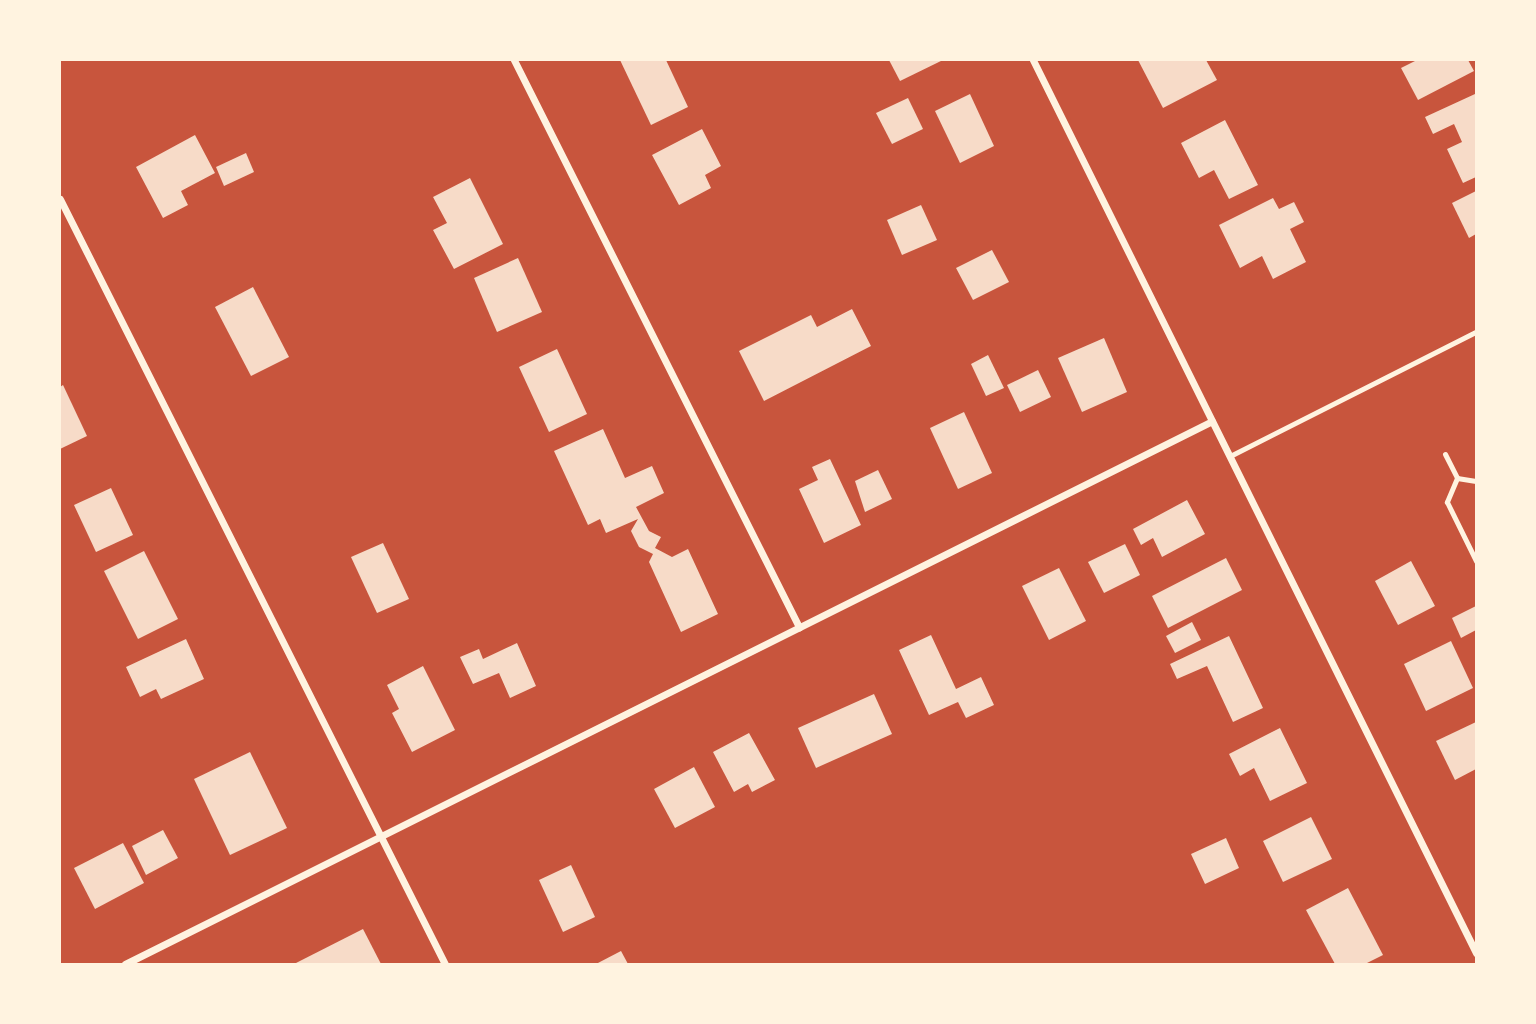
<!DOCTYPE html>
<style>
body{margin:0}
#map{position:relative;width:1536px;height:1024px;overflow:hidden;background:#c8553d;font-family:Raleway,sans-serif}
div>[style]{position:absolute}
.building>*{inset:0;background:#f7dbc8}
.service>*{height:5px;margin:-2.5px;padding:0 2.5px;transform-origin:2.5px;border-radius:2.5px;background:#fff3e0}
.minor>*{height:7px;margin:-3.5px;padding:0 3.5px;transform-origin:3.5px;border-radius:3.5px;background:#fff3e0}
span{translate:-50% -50%;white-space:nowrap;text-align:center;line-height:1.15;-webkit-text-stroke:6px #fff3e0;paint-order:stroke}
.frame{position:absolute;inset:0;border:61px solid #fff3e0;pointer-events:none}
</style>
<div id="map">
<div class="building">
<div style="clip-path:polygon(620px 60px,666px 60px,688px 107px,651px 125px)"></div>
<div style="clip-path:polygon(889px 60px,943px 60px,900px 81px)"></div>
<div style="clip-path:polygon(1138px 60px,1206px 60px,1217px 80px,1163px 108px)"></div>
<div style="clip-path:polygon(1417px 60px,1468px 60px,1474px 71px,1418px 100px,1401px 68px)"></div>
<div style="clip-path:polygon(970px 94px,994px 146px,960px 163px,935px 111px)"></div>
<div style="clip-path:polygon(1475px 94px,1476px 177px,1463px 183px,1447px 149px,1462px 142px,1454px 124px,1433px 134px,1425px 117px)"></div>
<div style="clip-path:polygon(908px 98px,923px 129px,892px 144px,876px 113px)"></div>
<div style="clip-path:polygon(1225px 120px,1258px 185px,1229px 199px,1214px 170px,1199px 178px,1181px 143px)"></div>
<div style="clip-path:polygon(702px 129px,721px 166px,705px 175px,711px 188px,679px 205px,652px 155px)"></div>
<div style="clip-path:polygon(195px 135px,215px 173px,181px 191px,188px 205px,163px 218px,136px 167px)"></div>
<div style="clip-path:polygon(246px 153px,254px 172px,224px 186px,216px 167px)"></div>
<div style="clip-path:polygon(470px 178px,503px 244px,454px 269px,433px 230px,447px 223px,433px 197px)"></div>
<div style="clip-path:polygon(1476px 191px,1476px 234px,1469px 238px,1452px 203px)"></div>
<div style="clip-path:polygon(1273px 198px,1279px 209px,1294px 202px,1304px 222px,1290px 229px,1306px 262px,1273px 279px,1262px 256px,1240px 268px,1219px 225px)"></div>
<div style="clip-path:polygon(921px 205px,937px 240px,902px 255px,887px 220px)"></div>
<div style="clip-path:polygon(992px 250px,1009px 282px,973px 300px,956px 268px)"></div>
<div style="clip-path:polygon(518px 258px,542px 312px,497px 332px,474px 278px)"></div>
<div style="clip-path:polygon(253px 287px,289px 357px,251px 376px,215px 307px)"></div>
<div style="clip-path:polygon(852px 309px,871px 346px,764px 401px,739px 351px,811px 315px,817px 327px)"></div>
<div style="clip-path:polygon(1104px 338px,1127px 392px,1082px 412px,1058px 358px)"></div>
<div style="clip-path:polygon(557px 349px,587px 414px,549px 432px,519px 367px)"></div>
<div style="clip-path:polygon(988px 355px,1004px 388px,986px 396px,971px 364px)"></div>
<div style="clip-path:polygon(1038px 370px,1051px 397px,1020px 412px,1007px 385px)"></div>
<div style="clip-path:polygon(63px 385px,87px 436px,60px 449px,60px 387px)"></div>
<div style="clip-path:polygon(964px 412px,992px 473px,958px 489px,930px 428px)"></div>
<div style="clip-path:polygon(603px 429px,625px 478px,652px 466px,664px 493px,636px 507px,649px 531px,661px 537px,655px 548px,672px 557px,688px 549px,718px 614px,681px 632px,649px 562px,653px 554px,639px 547px,631px 531px,638px 519px,606px 533px,600px 519px,588px 525px,554px 451px)"></div>
<div style="clip-path:polygon(830px 459px,861px 525px,824px 543px,799px 489px,818px 480px,812px 467px)"></div>
<div style="clip-path:polygon(878px 470px,892px 499px,865px 512px,855px 481px)"></div>
<div style="clip-path:polygon(111px 488px,133px 535px,96px 552px,74px 505px)"></div>
<div style="clip-path:polygon(1187px 500px,1205px 534px,1162px 557px,1153px 538px,1141px 545px,1133px 529px)"></div>
<div style="clip-path:polygon(383px 543px,409px 599px,377px 613px,351px 557px)"></div>
<div style="clip-path:polygon(1125px 544px,1140px 575px,1104px 593px,1088px 562px)"></div>
<div style="clip-path:polygon(144px 551px,178px 619px,138px 639px,104px 571px)"></div>
<div style="clip-path:polygon(1226px 558px,1242px 590px,1168px 628px,1152px 596px)"></div>
<div style="clip-path:polygon(1411px 561px,1435px 606px,1398px 625px,1375px 581px)"></div>
<div style="clip-path:polygon(1059px 568px,1086px 621px,1049px 640px,1022px 586px)"></div>
<div style="clip-path:polygon(1476px 606px,1476px 630px,1461px 638px,1452px 618px)"></div>
<div style="clip-path:polygon(1192px 622px,1201px 640px,1175px 653px,1166px 636px)"></div>
<div style="clip-path:polygon(931px 635px,956px 689px,981px 677px,994px 705px,966px 718px,958px 702px,929px 715px,899px 650px)"></div>
<div style="clip-path:polygon(1229px 636px,1263px 708px,1233px 722px,1207px 666px,1177px 679px,1170px 664px)"></div>
<div style="clip-path:polygon(186px 639px,204px 679px,161px 699px,156px 689px,140px 697px,126px 667px)"></div>
<div style="clip-path:polygon(1451px 641px,1473px 688px,1426px 711px,1404px 664px)"></div>
<div style="clip-path:polygon(517px 643px,536px 686px,510px 698px,499px 673px,473px 684px,460px 657px,479px 649px,483px 659px)"></div>
<div style="clip-path:polygon(423px 666px,455px 730px,412px 752px,392px 713px,399px 709px,387px 685px)"></div>
<div style="clip-path:polygon(874px 694px,892px 734px,816px 768px,798px 728px)"></div>
<div style="clip-path:polygon(1476px 722px,1476px 769px,1455px 780px,1436px 741px)"></div>
<div style="clip-path:polygon(1280px 728px,1307px 783px,1270px 801px,1254px 768px,1240px 776px,1229px 754px)"></div>
<div style="clip-path:polygon(749px 733px,775px 780px,752px 792px,748px 784px,734px 792px,713px 752px)"></div>
<div style="clip-path:polygon(250px 752px,287px 828px,230px 855px,194px 779px)"></div>
<div style="clip-path:polygon(694px 767px,715px 807px,675px 828px,654px 789px)"></div>
<div style="clip-path:polygon(1311px 817px,1332px 859px,1283px 882px,1263px 841px)"></div>
<div style="clip-path:polygon(163px 830px,178px 858px,146px 875px,132px 846px)"></div>
<div style="clip-path:polygon(1226px 838px,1239px 868px,1205px 884px,1191px 854px)"></div>
<div style="clip-path:polygon(123px 843px,144px 883px,95px 909px,74px 868px)"></div>
<div style="clip-path:polygon(571px 865px,595px 917px,563px 932px,539px 880px)"></div>
<div style="clip-path:polygon(1348px 888px,1383px 955px,1365px 964px,1335px 964px,1306px 910px)"></div>
<div style="clip-path:polygon(363px 929px,381px 964px,294px 964px)"></div>
<div style="clip-path:polygon(621px 951px,628px 964px,596px 964px)"></div>
</div>
<div class="service">
<div style="left:1445px;top:454px;width:27px;rotate:63deg"></div>
<div style="left:1457px;top:478px;width:26px;rotate:113deg"></div>
<div style="left:1447px;top:502px;width:66px;rotate:63.8deg"></div>
<div style="left:1230px;top:456px;width:275px;rotate:-26.8deg"></div>
<div style="left:1457px;top:478px;width:19px;rotate:9deg"></div>
</div>
<div class="minor">
<div style="left:514px;top:60px;width:635px;rotate:63.31deg"></div>
<div style="left:1033px;top:60px;width:997px;rotate:63.61deg"></div>
<div style="left:60px;top:199px;width:856px;rotate:63.29deg"></div>
<div style="left:125px;top:964px;width:1215px;rotate:-26.54deg"></div>
</div>
<div class="frame"></div>
</div>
════
§ Task instructions
Could you set down, exactly as written, the lines above between the one holding "135px,215px 173px,181px 191px,188px" and the one holding "191px,1476px 234px,1469px 238px,1452px", inclusive, and nothing more?

§ Answer box
<div style="clip-path:polygon(195px 135px,215px 173px,181px 191px,188px 205px,163px 218px,136px 167px)"></div>
<div style="clip-path:polygon(246px 153px,254px 172px,224px 186px,216px 167px)"></div>
<div style="clip-path:polygon(470px 178px,503px 244px,454px 269px,433px 230px,447px 223px,433px 197px)"></div>
<div style="clip-path:polygon(1476px 191px,1476px 234px,1469px 238px,1452px 203px)"></div>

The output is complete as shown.